● **EXERCISE DETAILS**
Copy out, exactly as written, only the line containing "Map reading. Dump" and the lines after it through the end of the records.

# # #

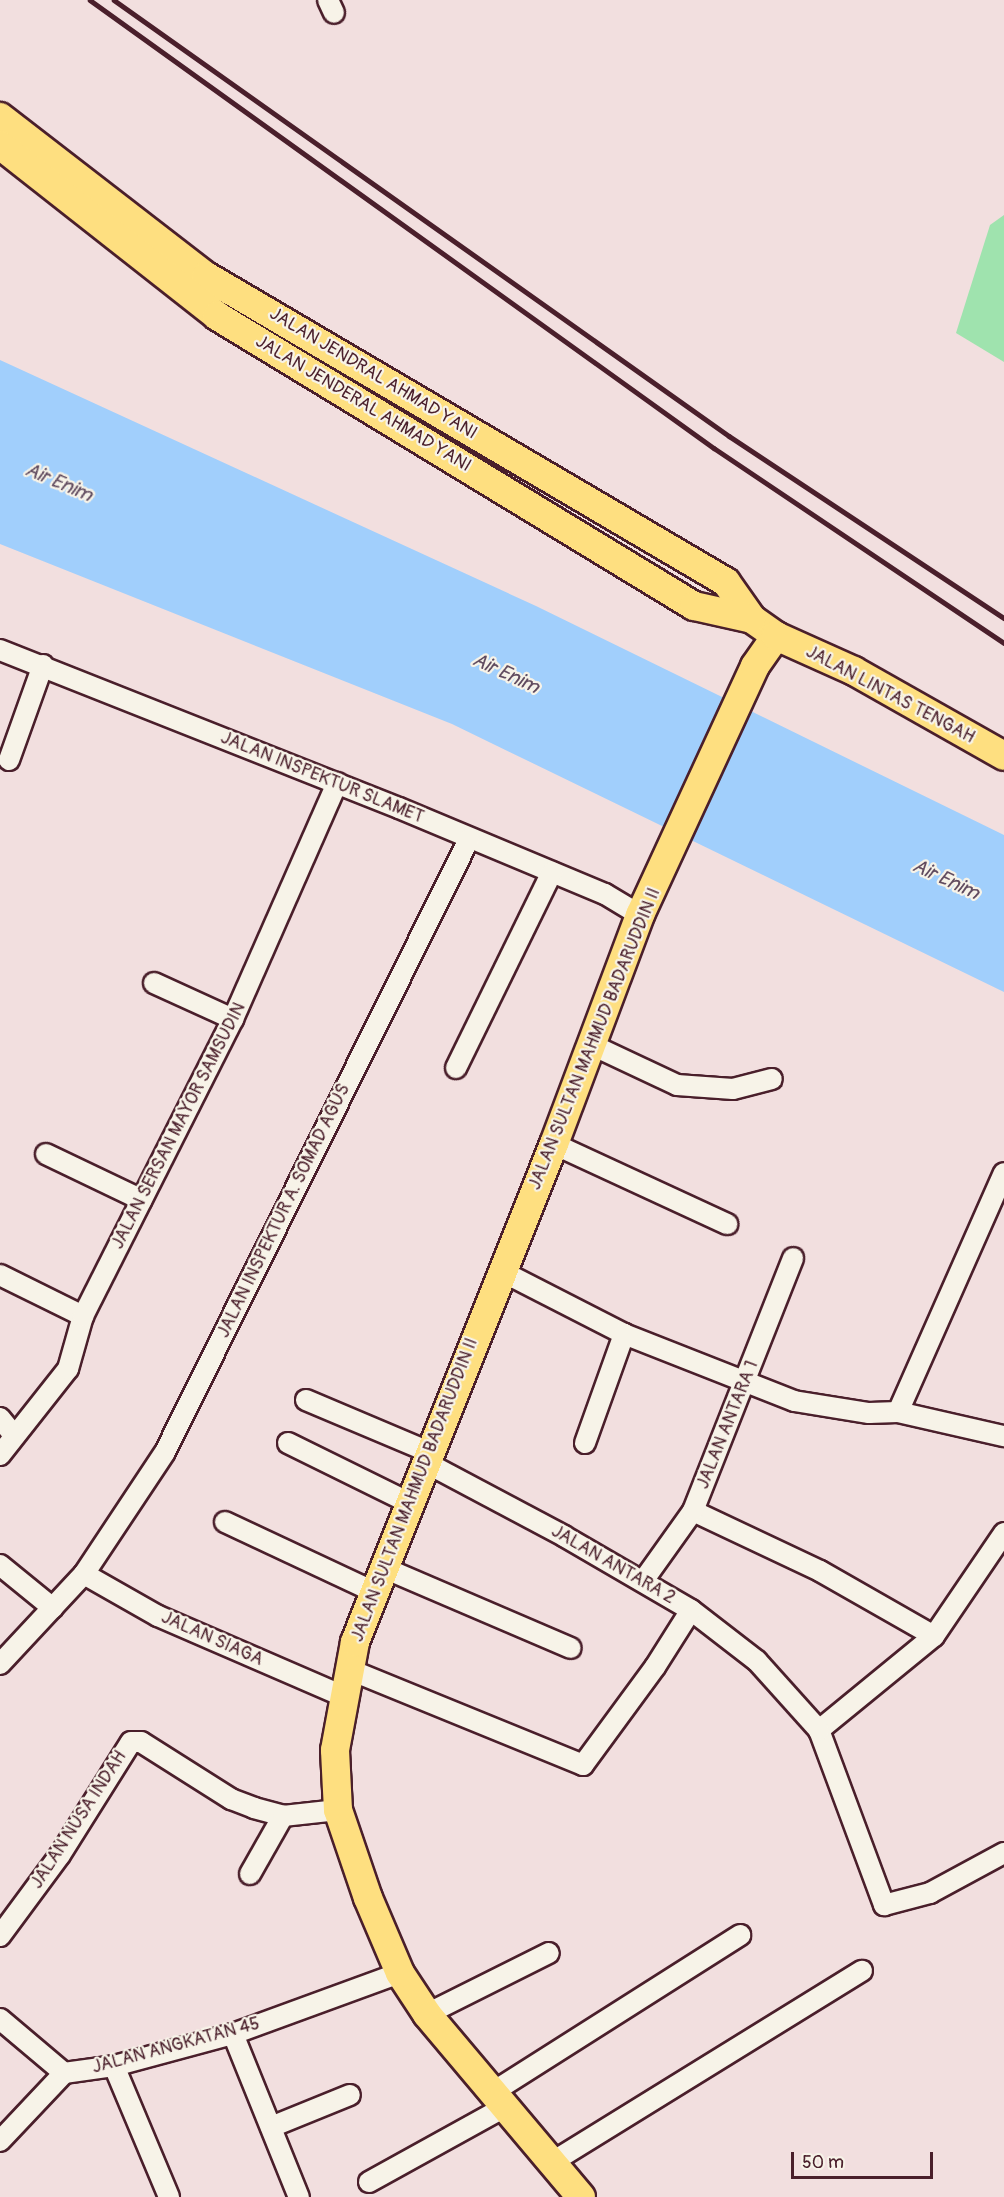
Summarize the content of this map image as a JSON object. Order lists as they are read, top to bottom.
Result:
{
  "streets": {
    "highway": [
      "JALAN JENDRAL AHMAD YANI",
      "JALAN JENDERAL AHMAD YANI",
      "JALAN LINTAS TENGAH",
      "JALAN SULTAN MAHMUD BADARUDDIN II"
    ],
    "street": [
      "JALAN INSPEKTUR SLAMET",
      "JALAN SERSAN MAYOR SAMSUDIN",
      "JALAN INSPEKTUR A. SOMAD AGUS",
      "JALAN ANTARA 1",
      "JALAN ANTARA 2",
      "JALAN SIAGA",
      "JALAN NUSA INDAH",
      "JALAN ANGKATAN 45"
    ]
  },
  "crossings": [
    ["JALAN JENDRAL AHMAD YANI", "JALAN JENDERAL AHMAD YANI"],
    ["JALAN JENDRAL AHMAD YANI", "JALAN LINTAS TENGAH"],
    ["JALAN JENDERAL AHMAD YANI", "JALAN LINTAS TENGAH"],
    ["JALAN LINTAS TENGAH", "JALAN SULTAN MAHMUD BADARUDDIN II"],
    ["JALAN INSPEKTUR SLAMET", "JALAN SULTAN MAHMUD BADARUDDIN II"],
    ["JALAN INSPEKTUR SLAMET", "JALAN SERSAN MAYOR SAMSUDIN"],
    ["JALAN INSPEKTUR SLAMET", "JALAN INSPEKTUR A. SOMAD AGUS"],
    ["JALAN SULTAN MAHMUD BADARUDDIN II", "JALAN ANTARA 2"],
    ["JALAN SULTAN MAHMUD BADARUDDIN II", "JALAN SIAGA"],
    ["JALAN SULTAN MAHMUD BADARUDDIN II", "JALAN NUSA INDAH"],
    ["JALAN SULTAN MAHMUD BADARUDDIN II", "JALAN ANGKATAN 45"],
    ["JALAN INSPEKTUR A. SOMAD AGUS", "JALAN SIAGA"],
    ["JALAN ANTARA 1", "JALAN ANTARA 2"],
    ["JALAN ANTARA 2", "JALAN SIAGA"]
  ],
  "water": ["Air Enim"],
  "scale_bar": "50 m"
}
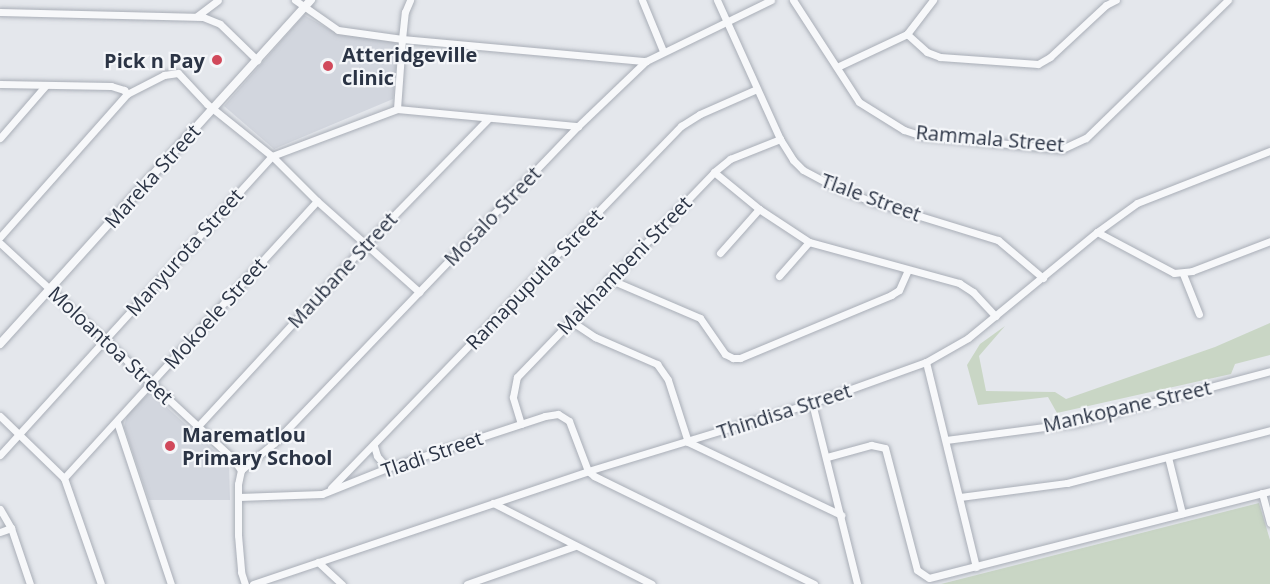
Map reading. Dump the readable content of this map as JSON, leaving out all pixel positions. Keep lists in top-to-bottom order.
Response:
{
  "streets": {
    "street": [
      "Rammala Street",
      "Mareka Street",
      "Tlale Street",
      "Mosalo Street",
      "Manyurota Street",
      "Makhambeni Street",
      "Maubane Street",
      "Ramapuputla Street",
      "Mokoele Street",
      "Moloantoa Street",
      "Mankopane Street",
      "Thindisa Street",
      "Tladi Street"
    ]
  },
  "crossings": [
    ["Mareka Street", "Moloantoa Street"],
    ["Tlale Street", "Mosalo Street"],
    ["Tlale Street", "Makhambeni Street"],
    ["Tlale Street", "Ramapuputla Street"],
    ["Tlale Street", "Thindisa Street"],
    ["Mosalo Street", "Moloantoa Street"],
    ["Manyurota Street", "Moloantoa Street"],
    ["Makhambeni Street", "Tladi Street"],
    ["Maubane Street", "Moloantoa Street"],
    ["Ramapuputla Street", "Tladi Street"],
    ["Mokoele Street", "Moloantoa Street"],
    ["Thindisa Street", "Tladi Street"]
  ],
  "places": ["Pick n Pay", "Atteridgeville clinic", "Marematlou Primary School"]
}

# # #

● **TASK ANSWER**
Map reading. Dump the readable content of this map as JSON, leaving out all pixel positions. Keep lists in top-to-bottom order.
Response:
{
  "streets": {
    "street": [
      "Rammala Street",
      "Mareka Street",
      "Tlale Street",
      "Mosalo Street",
      "Manyurota Street",
      "Makhambeni Street",
      "Maubane Street",
      "Ramapuputla Street",
      "Mokoele Street",
      "Moloantoa Street",
      "Mankopane Street",
      "Thindisa Street",
      "Tladi Street"
    ]
  },
  "crossings": [
    ["Mareka Street", "Moloantoa Street"],
    ["Tlale Street", "Mosalo Street"],
    ["Tlale Street", "Makhambeni Street"],
    ["Tlale Street", "Ramapuputla Street"],
    ["Tlale Street", "Thindisa Street"],
    ["Mosalo Street", "Moloantoa Street"],
    ["Manyurota Street", "Moloantoa Street"],
    ["Makhambeni Street", "Tladi Street"],
    ["Maubane Street", "Moloantoa Street"],
    ["Ramapuputla Street", "Tladi Street"],
    ["Mokoele Street", "Moloantoa Street"],
    ["Thindisa Street", "Tladi Street"]
  ],
  "places": ["Pick n Pay", "Atteridgeville clinic", "Marematlou Primary School"]
}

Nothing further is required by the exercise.